Но кто тогда мог уследить за интонацией походя сказанной фразы, когда грузовик сдавал задним ходом к дверям барака, и еле живые тела начали приподниматься на локтях с пола. Они нашли в себе последние силы, чтобы, поддерживаемые Васькой, Пьером и мной, на шатких костлявых палочках-ногах выйти из барака. Воздух был пропитан зловонием дизентерии и гноя, въевшимся в бумажные бинты. Но это было не ново, более необычным было то, что мы, санитары, громко говорили. Мы подбадривали себя, ведь нас было так мало. Самый сильный ухватил соломенный тюфяк посередине и поднял его с пола вместе с находившимися на нем костями, другой же волок тюфяк за собой.
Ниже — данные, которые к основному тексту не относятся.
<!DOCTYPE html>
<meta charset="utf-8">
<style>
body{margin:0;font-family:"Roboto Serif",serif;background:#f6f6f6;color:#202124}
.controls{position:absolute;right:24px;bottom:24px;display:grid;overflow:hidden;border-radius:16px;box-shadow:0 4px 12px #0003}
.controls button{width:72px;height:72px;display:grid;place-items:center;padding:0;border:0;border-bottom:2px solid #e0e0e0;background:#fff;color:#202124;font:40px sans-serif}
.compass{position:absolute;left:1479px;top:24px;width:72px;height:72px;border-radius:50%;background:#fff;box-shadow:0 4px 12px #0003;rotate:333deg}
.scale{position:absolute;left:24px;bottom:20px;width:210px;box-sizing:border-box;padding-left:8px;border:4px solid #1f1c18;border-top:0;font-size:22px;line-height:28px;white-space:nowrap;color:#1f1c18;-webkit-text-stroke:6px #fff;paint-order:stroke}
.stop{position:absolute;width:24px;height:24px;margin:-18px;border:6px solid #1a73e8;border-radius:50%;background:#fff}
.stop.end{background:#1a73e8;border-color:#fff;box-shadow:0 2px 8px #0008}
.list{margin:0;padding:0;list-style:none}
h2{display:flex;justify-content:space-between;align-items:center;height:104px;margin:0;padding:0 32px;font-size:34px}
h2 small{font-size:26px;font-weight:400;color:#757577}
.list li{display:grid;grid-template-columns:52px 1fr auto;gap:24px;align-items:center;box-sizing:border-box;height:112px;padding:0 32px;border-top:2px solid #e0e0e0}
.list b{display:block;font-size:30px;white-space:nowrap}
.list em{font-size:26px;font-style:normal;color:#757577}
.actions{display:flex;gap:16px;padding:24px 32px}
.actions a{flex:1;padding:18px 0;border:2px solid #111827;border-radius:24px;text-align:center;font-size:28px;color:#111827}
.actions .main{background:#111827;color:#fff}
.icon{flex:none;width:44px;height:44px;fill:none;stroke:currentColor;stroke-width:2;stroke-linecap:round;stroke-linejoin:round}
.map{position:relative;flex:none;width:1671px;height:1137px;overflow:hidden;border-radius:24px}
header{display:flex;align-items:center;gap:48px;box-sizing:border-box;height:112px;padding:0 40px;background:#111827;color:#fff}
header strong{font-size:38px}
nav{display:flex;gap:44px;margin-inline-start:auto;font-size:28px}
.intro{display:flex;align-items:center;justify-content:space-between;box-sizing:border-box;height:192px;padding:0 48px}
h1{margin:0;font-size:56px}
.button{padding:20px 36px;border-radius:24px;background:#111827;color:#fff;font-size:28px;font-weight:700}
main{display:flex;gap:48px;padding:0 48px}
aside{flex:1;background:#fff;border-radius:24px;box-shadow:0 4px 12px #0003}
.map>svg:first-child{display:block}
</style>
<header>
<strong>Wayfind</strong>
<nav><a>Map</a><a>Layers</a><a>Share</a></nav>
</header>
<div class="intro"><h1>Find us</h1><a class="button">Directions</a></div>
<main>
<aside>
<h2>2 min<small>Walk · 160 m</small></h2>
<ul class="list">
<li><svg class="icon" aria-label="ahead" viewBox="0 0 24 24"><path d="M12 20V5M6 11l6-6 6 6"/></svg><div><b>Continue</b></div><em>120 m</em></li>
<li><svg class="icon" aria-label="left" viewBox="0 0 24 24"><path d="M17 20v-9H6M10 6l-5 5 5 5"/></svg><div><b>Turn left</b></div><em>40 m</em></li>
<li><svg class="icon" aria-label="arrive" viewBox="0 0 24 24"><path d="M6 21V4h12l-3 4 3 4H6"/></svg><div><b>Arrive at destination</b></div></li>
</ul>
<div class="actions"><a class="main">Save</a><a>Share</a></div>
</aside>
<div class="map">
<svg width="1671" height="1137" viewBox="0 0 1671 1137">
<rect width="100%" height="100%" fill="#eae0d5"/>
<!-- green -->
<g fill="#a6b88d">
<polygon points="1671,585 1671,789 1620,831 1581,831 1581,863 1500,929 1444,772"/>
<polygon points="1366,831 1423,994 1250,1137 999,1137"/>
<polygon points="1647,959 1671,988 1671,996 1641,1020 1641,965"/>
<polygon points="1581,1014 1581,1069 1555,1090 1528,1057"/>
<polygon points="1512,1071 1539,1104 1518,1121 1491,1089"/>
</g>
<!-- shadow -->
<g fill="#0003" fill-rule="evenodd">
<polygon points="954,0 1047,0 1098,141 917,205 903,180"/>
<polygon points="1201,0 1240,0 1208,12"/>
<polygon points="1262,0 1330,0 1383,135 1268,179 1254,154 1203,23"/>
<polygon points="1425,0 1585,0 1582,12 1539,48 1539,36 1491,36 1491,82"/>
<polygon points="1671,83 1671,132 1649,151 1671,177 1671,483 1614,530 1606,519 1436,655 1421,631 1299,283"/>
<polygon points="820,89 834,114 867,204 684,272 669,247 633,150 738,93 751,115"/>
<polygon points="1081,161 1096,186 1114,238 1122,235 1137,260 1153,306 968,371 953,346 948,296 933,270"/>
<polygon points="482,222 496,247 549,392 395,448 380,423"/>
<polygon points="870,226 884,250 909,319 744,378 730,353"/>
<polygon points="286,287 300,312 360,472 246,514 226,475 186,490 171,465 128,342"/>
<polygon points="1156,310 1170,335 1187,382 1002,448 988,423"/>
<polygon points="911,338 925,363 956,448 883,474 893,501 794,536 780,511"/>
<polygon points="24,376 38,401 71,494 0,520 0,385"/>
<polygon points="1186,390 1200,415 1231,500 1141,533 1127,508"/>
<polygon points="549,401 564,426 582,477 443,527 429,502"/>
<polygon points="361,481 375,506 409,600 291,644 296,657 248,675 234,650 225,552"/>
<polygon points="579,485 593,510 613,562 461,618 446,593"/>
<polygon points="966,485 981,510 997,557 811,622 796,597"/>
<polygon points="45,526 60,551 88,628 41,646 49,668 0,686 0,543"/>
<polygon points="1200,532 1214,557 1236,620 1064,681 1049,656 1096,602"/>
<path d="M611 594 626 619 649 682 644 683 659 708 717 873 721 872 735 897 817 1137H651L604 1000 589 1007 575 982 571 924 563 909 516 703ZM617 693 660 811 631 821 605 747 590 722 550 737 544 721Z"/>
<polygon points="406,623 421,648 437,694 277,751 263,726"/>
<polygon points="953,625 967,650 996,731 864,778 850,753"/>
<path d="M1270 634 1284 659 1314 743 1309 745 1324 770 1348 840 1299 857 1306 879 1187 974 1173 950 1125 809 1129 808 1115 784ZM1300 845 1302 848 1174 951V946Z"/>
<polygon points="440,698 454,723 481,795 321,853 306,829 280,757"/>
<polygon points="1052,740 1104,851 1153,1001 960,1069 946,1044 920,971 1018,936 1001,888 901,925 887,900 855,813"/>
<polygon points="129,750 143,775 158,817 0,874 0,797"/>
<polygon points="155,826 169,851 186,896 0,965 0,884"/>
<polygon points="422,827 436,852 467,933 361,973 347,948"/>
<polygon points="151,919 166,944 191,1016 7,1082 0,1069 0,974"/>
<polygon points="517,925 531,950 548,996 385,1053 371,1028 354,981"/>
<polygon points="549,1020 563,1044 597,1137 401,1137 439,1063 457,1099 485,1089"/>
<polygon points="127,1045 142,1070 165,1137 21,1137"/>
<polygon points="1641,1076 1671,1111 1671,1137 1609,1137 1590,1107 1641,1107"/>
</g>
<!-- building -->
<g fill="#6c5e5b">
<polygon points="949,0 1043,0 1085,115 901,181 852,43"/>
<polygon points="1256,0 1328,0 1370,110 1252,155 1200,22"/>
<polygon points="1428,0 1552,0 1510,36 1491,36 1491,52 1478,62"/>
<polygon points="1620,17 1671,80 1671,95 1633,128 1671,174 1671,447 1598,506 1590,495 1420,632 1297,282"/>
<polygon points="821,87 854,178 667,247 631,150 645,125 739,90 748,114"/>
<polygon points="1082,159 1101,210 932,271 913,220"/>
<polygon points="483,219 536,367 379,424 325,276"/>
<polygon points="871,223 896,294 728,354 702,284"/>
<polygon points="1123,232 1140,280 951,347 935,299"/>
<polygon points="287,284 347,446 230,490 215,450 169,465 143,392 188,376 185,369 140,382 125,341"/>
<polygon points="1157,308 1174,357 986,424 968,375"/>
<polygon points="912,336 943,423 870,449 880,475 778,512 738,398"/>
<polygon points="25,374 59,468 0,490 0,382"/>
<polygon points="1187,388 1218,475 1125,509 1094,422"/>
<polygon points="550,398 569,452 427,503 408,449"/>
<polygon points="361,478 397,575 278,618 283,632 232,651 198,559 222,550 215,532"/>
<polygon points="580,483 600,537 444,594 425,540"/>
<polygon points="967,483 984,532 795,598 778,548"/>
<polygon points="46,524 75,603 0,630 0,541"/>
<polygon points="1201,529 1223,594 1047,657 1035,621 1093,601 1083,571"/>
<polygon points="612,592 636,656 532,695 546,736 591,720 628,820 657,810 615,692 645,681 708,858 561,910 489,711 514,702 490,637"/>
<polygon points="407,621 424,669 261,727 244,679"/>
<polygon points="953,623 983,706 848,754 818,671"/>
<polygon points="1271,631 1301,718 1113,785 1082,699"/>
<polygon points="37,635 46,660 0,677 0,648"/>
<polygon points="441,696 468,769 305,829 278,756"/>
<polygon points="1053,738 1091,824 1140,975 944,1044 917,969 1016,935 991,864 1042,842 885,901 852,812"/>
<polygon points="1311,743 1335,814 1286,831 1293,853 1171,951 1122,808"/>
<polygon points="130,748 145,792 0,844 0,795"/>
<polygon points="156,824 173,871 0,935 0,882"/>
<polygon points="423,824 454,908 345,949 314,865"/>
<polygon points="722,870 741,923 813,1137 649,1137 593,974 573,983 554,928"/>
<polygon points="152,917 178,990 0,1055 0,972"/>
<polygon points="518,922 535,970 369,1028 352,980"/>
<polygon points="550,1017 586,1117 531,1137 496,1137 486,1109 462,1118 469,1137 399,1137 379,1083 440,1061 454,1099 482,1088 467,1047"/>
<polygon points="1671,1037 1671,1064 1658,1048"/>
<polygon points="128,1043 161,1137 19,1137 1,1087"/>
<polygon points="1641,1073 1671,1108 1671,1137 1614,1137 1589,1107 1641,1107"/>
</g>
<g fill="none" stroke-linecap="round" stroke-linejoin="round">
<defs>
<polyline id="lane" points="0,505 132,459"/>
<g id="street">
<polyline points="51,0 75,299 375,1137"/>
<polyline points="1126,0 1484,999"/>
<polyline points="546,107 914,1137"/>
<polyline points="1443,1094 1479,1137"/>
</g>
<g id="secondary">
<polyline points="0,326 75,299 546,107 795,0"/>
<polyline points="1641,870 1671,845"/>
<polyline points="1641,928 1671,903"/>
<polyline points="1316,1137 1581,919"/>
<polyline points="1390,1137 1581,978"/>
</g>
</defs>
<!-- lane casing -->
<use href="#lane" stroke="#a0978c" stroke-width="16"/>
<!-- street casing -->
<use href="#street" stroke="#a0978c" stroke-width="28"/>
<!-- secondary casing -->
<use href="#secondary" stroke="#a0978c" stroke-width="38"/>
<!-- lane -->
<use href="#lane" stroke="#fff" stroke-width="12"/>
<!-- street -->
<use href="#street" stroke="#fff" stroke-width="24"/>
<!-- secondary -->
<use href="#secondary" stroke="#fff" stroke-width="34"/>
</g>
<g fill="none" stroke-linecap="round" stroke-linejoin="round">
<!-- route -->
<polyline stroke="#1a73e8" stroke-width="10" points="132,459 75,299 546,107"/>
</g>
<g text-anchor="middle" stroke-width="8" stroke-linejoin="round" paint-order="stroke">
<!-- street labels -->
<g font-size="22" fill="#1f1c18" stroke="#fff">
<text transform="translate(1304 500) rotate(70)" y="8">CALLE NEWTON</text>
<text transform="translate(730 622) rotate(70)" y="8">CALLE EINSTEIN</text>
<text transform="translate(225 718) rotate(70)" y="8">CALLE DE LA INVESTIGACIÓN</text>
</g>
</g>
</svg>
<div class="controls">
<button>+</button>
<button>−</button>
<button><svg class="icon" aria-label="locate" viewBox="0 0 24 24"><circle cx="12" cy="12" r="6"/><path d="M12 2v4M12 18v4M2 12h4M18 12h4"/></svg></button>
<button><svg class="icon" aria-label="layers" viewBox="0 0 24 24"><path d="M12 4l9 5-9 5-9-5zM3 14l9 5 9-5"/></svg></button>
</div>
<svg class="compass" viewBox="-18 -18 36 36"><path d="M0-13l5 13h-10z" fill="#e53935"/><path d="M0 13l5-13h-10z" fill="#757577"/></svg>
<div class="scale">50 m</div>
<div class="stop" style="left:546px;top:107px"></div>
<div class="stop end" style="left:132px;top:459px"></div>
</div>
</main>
И те, кто размещал их наверху в грузовике, сперва клали их на дно грузовика рядком, один к другому, а потом на этот первый слой быстро накладывали точно так же следующий. Что поделать — время поджимало. Они слабо шевелились, эти слои тел, но у нас не было ни минуты, чтобы взглянуть на них. Потом пришлось отказаться и от укладки послойно и просто сбрасывать тела с соломенных тюфяков в кузов через деревянный борт. Их нужно было взять с собой, тех, что еще дышали. Только один умер прямо при погрузке, и Васька отнес его за барак. «Маленький чех еще живой на дне, и на нем груда тел», — подумал я тогда и уже меньше злился на врача, но и эта мысль лишь промелькнула в сознании, поскольку тогда мы загружали поверх всего еще и мешки с повязками, а охранники между тем стали обходить грузовики и орать. Шофер раздраженно продолжал гудеть, весь в нетерпении, потому что мы дожидались только Ваську и того, кто пошел с ним за барак отнести труп. Потом мы влезли в прицеп, у переднего бортика, где еще оставалось немного места, а тем временем вернулись и Васька со своим помощником и привязали к боковым доскам пару носилок из необработанного дерева с проволочной сеткой посередине, так что грузовик стал похож на пожарную машину с лестницами по бокам. И мы, наконец, поехали, а там наверху, на вышке, зазвенело оконное стекло, охранник, похоже, палил из пулемета.

Грузовик ехал вниз по дороге, через лес по направлению к огромному костру, который разожгли самолеты союзников. Нордхаузен. Там заболел Младен, подумал я, чтобы отвлечься от воплей в грузовике. Тем временем стемнело, и я ничего перед собой не видел, хотя стоял у переднего борта прицепа. Я не видел перемешанных пластов людей перед собой, а стоны прерывались, как будто они доносились из-под колес, тогда как их обрывала тряска движущейся машины. Грузовик сотрясался, как огромное деревянное блюдо, и в нем тряслись страдальческие всхлипы. Это походило на тот прерывистый звук, когда мы похлопываем ладонью по открытому рту, когда поем или кричим. Только теперь паутина таких звуков была очень плотной, и я старался сосредоточиться на гудении мотора и на разговорах санитаров, чтобы отключиться от бессвязного хора стонов. Но в мыслях я видел, что они все перемешались как в чудовищной молотилке, тела с рубашками до пупка, в полосатых робах, как колени вдавливаются во рты, костлявые задницы в подбородки, косые клинья рук в ступни и пальцы ног… Грузовик сотрясался от толчков, и казалось, что он, как живой, вздрагивает от мороза всеми своими винтиками. Когда он мчался сквозь черный лес, окружавший дорогу, я снова размышлял о последней тайне немецкой земли, но резкий толчок машины в тот момент соединил все руки и ноги в одно тело со множеством белых блестящих глаз и с одним ртом. Он застонал, как жалобно стонет пружина, пока ее не заглушит гул работающего механизма.